=== Section Start ===

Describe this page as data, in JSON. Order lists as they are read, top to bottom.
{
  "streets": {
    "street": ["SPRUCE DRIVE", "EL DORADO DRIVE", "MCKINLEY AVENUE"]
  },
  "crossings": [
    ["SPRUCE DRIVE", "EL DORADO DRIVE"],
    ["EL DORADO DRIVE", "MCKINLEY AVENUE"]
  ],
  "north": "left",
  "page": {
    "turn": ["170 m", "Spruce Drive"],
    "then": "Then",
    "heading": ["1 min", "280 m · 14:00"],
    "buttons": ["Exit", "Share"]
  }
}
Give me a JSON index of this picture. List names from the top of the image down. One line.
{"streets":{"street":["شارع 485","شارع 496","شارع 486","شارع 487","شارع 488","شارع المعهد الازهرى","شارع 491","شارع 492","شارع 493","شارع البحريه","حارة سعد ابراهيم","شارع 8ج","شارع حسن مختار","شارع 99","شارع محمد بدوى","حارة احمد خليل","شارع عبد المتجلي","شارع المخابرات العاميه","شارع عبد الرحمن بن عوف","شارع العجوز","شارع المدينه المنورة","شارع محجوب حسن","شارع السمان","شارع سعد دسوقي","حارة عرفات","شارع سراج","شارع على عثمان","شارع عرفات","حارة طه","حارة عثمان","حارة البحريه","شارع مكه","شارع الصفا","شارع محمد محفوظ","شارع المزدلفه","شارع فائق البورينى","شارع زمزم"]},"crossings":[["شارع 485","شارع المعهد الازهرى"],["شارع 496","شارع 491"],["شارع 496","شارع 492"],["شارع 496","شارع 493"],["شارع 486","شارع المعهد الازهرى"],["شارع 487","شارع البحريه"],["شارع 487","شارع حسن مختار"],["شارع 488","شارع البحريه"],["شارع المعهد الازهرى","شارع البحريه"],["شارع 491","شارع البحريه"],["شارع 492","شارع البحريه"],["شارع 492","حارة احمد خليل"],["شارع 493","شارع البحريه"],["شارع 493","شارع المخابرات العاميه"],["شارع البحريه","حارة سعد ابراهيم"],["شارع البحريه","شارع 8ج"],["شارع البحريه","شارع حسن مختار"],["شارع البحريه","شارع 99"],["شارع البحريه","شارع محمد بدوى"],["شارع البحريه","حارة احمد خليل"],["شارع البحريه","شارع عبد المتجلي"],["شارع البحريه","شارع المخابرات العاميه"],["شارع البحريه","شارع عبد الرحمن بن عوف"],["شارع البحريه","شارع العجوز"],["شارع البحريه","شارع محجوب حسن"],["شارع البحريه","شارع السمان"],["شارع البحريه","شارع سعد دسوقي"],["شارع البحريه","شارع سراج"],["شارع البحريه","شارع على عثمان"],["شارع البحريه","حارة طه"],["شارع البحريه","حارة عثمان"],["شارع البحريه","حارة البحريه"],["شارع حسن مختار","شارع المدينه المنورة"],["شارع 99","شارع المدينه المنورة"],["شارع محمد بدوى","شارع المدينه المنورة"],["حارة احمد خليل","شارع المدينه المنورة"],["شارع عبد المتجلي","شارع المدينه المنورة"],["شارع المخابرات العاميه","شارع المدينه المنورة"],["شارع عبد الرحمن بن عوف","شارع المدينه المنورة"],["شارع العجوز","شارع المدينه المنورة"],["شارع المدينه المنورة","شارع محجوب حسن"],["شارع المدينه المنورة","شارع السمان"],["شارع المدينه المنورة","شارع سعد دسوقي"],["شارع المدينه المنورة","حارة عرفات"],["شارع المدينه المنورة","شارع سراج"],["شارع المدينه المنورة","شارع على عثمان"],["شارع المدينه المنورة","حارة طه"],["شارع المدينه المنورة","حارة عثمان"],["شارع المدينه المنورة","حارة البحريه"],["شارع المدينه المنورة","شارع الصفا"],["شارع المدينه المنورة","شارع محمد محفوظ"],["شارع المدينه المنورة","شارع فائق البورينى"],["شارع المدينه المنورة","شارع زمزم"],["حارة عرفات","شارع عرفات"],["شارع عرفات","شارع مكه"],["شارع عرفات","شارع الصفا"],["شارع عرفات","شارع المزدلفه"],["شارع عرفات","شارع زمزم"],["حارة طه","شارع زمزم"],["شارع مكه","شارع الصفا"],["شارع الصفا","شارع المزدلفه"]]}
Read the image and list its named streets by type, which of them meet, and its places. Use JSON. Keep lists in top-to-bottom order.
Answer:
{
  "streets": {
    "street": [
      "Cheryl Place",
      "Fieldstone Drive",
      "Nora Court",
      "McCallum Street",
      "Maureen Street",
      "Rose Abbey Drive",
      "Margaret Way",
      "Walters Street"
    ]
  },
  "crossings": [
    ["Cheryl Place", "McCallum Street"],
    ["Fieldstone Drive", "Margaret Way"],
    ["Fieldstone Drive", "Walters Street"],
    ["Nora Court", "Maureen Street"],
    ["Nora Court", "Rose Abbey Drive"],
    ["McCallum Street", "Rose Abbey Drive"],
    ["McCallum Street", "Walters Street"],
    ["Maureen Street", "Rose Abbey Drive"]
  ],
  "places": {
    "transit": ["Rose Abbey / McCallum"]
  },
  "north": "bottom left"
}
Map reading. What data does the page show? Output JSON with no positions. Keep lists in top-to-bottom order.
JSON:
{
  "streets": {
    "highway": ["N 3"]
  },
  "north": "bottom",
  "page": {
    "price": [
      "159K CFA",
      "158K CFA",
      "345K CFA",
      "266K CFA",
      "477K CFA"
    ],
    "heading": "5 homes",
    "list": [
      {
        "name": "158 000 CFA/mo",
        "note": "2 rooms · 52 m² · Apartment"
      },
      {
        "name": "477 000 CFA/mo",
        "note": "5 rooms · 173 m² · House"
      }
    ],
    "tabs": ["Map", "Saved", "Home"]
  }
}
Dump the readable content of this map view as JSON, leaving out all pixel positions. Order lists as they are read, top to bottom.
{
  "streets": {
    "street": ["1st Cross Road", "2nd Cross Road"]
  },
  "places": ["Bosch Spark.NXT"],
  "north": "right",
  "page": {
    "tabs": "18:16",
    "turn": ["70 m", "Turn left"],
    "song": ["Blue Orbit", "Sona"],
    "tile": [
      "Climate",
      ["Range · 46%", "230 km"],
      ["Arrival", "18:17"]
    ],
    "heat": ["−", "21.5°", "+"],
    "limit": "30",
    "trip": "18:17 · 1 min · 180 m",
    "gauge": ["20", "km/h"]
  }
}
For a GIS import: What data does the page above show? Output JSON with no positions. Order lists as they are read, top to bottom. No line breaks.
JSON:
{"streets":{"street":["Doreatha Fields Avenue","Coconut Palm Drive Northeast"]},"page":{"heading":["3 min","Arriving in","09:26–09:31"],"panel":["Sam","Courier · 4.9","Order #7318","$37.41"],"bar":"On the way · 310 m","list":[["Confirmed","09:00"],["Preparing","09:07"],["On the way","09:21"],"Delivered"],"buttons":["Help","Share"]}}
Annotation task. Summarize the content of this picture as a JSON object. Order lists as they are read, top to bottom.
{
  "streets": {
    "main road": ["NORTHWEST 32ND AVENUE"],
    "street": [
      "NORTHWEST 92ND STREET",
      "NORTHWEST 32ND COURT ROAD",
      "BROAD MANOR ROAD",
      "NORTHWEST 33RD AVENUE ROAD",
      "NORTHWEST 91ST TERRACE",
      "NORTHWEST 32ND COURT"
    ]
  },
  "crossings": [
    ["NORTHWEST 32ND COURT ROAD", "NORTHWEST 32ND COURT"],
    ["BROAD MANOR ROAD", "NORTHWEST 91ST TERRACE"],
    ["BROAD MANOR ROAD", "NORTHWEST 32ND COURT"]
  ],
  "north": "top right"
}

=== Section End ===

■ ACTION ITEM:
All records are to be written out exactly.

■ ANSWER SPACE:
Describe this page as data, in JSON. Order lists as they are read, top to bottom.
{
  "streets": {
    "street": ["SPRUCE DRIVE", "EL DORADO DRIVE", "MCKINLEY AVENUE"]
  },
  "crossings": [
    ["SPRUCE DRIVE", "EL DORADO DRIVE"],
    ["EL DORADO DRIVE", "MCKINLEY AVENUE"]
  ],
  "north": "left",
  "page": {
    "turn": ["170 m", "Spruce Drive"],
    "then": "Then",
    "heading": ["1 min", "280 m · 14:00"],
    "buttons": ["Exit", "Share"]
  }
}
Give me a JSON index of this picture. List names from the top of the image down. One line.
{"streets":{"street":["شارع 485","شارع 496","شارع 486","شارع 487","شارع 488","شارع المعهد الازهرى","شارع 491","شارع 492","شارع 493","شارع البحريه","حارة سعد ابراهيم","شارع 8ج","شارع حسن مختار","شارع 99","شارع محمد بدوى","حارة احمد خليل","شارع عبد المتجلي","شارع المخابرات العاميه","شارع عبد الرحمن بن عوف","شارع العجوز","شارع المدينه المنورة","شارع محجوب حسن","شارع السمان","شارع سعد دسوقي","حارة عرفات","شارع سراج","شارع على عثمان","شارع عرفات","حارة طه","حارة عثمان","حارة البحريه","شارع مكه","شارع الصفا","شارع محمد محفوظ","شارع المزدلفه","شارع فائق البورينى","شارع زمزم"]},"crossings":[["شارع 485","شارع المعهد الازهرى"],["شارع 496","شارع 491"],["شارع 496","شارع 492"],["شارع 496","شارع 493"],["شارع 486","شارع المعهد الازهرى"],["شارع 487","شارع البحريه"],["شارع 487","شارع حسن مختار"],["شارع 488","شارع البحريه"],["شارع المعهد الازهرى","شارع البحريه"],["شارع 491","شارع البحريه"],["شارع 492","شارع البحريه"],["شارع 492","حارة احمد خليل"],["شارع 493","شارع البحريه"],["شارع 493","شارع المخابرات العاميه"],["شارع البحريه","حارة سعد ابراهيم"],["شارع البحريه","شارع 8ج"],["شارع البحريه","شارع حسن مختار"],["شارع البحريه","شارع 99"],["شارع البحريه","شارع محمد بدوى"],["شارع البحريه","حارة احمد خليل"],["شارع البحريه","شارع عبد المتجلي"],["شارع البحريه","شارع المخابرات العاميه"],["شارع البحريه","شارع عبد الرحمن بن عوف"],["شارع البحريه","شارع العجوز"],["شارع البحريه","شارع محجوب حسن"],["شارع البحريه","شارع السمان"],["شارع البحريه","شارع سعد دسوقي"],["شارع البحريه","شارع سراج"],["شارع البحريه","شارع على عثمان"],["شارع البحريه","حارة طه"],["شارع البحريه","حارة عثمان"],["شارع البحريه","حارة البحريه"],["شارع حسن مختار","شارع المدينه المنورة"],["شارع 99","شارع المدينه المنورة"],["شارع محمد بدوى","شارع المدينه المنورة"],["حارة احمد خليل","شارع المدينه المنورة"],["شارع عبد المتجلي","شارع المدينه المنورة"],["شارع المخابرات العاميه","شارع المدينه المنورة"],["شارع عبد الرحمن بن عوف","شارع المدينه المنورة"],["شارع العجوز","شارع المدينه المنورة"],["شارع المدينه المنورة","شارع محجوب حسن"],["شارع المدينه المنورة","شارع السمان"],["شارع المدينه المنورة","شارع سعد دسوقي"],["شارع المدينه المنورة","حارة عرفات"],["شارع المدينه المنورة","شارع سراج"],["شارع المدينه المنورة","شارع على عثمان"],["شارع المدينه المنورة","حارة طه"],["شارع المدينه المنورة","حارة عثمان"],["شارع المدينه المنورة","حارة البحريه"],["شارع المدينه المنورة","شارع الصفا"],["شارع المدينه المنورة","شارع محمد محفوظ"],["شارع المدينه المنورة","شارع فائق البورينى"],["شارع المدينه المنورة","شارع زمزم"],["حارة عرفات","شارع عرفات"],["شارع عرفات","شارع مكه"],["شارع عرفات","شارع الصفا"],["شارع عرفات","شارع المزدلفه"],["شارع عرفات","شارع زمزم"],["حارة طه","شارع زمزم"],["شارع مكه","شارع الصفا"],["شارع الصفا","شارع المزدلفه"]]}
Read the image and list its named streets by type, which of them meet, and its places. Use JSON. Keep lists in top-to-bottom order.
Answer:
{
  "streets": {
    "street": [
      "Cheryl Place",
      "Fieldstone Drive",
      "Nora Court",
      "McCallum Street",
      "Maureen Street",
      "Rose Abbey Drive",
      "Margaret Way",
      "Walters Street"
    ]
  },
  "crossings": [
    ["Cheryl Place", "McCallum Street"],
    ["Fieldstone Drive", "Margaret Way"],
    ["Fieldstone Drive", "Walters Street"],
    ["Nora Court", "Maureen Street"],
    ["Nora Court", "Rose Abbey Drive"],
    ["McCallum Street", "Rose Abbey Drive"],
    ["McCallum Street", "Walters Street"],
    ["Maureen Street", "Rose Abbey Drive"]
  ],
  "places": {
    "transit": ["Rose Abbey / McCallum"]
  },
  "north": "bottom left"
}
Map reading. What data does the page show? Output JSON with no positions. Keep lists in top-to-bottom order.
JSON:
{
  "streets": {
    "highway": ["N 3"]
  },
  "north": "bottom",
  "page": {
    "price": [
      "159K CFA",
      "158K CFA",
      "345K CFA",
      "266K CFA",
      "477K CFA"
    ],
    "heading": "5 homes",
    "list": [
      {
        "name": "158 000 CFA/mo",
        "note": "2 rooms · 52 m² · Apartment"
      },
      {
        "name": "477 000 CFA/mo",
        "note": "5 rooms · 173 m² · House"
      }
    ],
    "tabs": ["Map", "Saved", "Home"]
  }
}
Dump the readable content of this map view as JSON, leaving out all pixel positions. Order lists as they are read, top to bottom.
{
  "streets": {
    "street": ["1st Cross Road", "2nd Cross Road"]
  },
  "places": ["Bosch Spark.NXT"],
  "north": "right",
  "page": {
    "tabs": "18:16",
    "turn": ["70 m", "Turn left"],
    "song": ["Blue Orbit", "Sona"],
    "tile": [
      "Climate",
      ["Range · 46%", "230 km"],
      ["Arrival", "18:17"]
    ],
    "heat": ["−", "21.5°", "+"],
    "limit": "30",
    "trip": "18:17 · 1 min · 180 m",
    "gauge": ["20", "km/h"]
  }
}
For a GIS import: What data does the page above show? Output JSON with no positions. Order lists as they are read, top to bottom. No line breaks.
JSON:
{"streets":{"street":["Doreatha Fields Avenue","Coconut Palm Drive Northeast"]},"page":{"heading":["3 min","Arriving in","09:26–09:31"],"panel":["Sam","Courier · 4.9","Order #7318","$37.41"],"bar":"On the way · 310 m","list":[["Confirmed","09:00"],["Preparing","09:07"],["On the way","09:21"],"Delivered"],"buttons":["Help","Share"]}}
Annotation task. Summarize the content of this picture as a JSON object. Order lists as they are read, top to bottom.
{
  "streets": {
    "main road": ["NORTHWEST 32ND AVENUE"],
    "street": [
      "NORTHWEST 92ND STREET",
      "NORTHWEST 32ND COURT ROAD",
      "BROAD MANOR ROAD",
      "NORTHWEST 33RD AVENUE ROAD",
      "NORTHWEST 91ST TERRACE",
      "NORTHWEST 32ND COURT"
    ]
  },
  "crossings": [
    ["NORTHWEST 32ND COURT ROAD", "NORTHWEST 32ND COURT"],
    ["BROAD MANOR ROAD", "NORTHWEST 91ST TERRACE"],
    ["BROAD MANOR ROAD", "NORTHWEST 32ND COURT"]
  ],
  "north": "top right"
}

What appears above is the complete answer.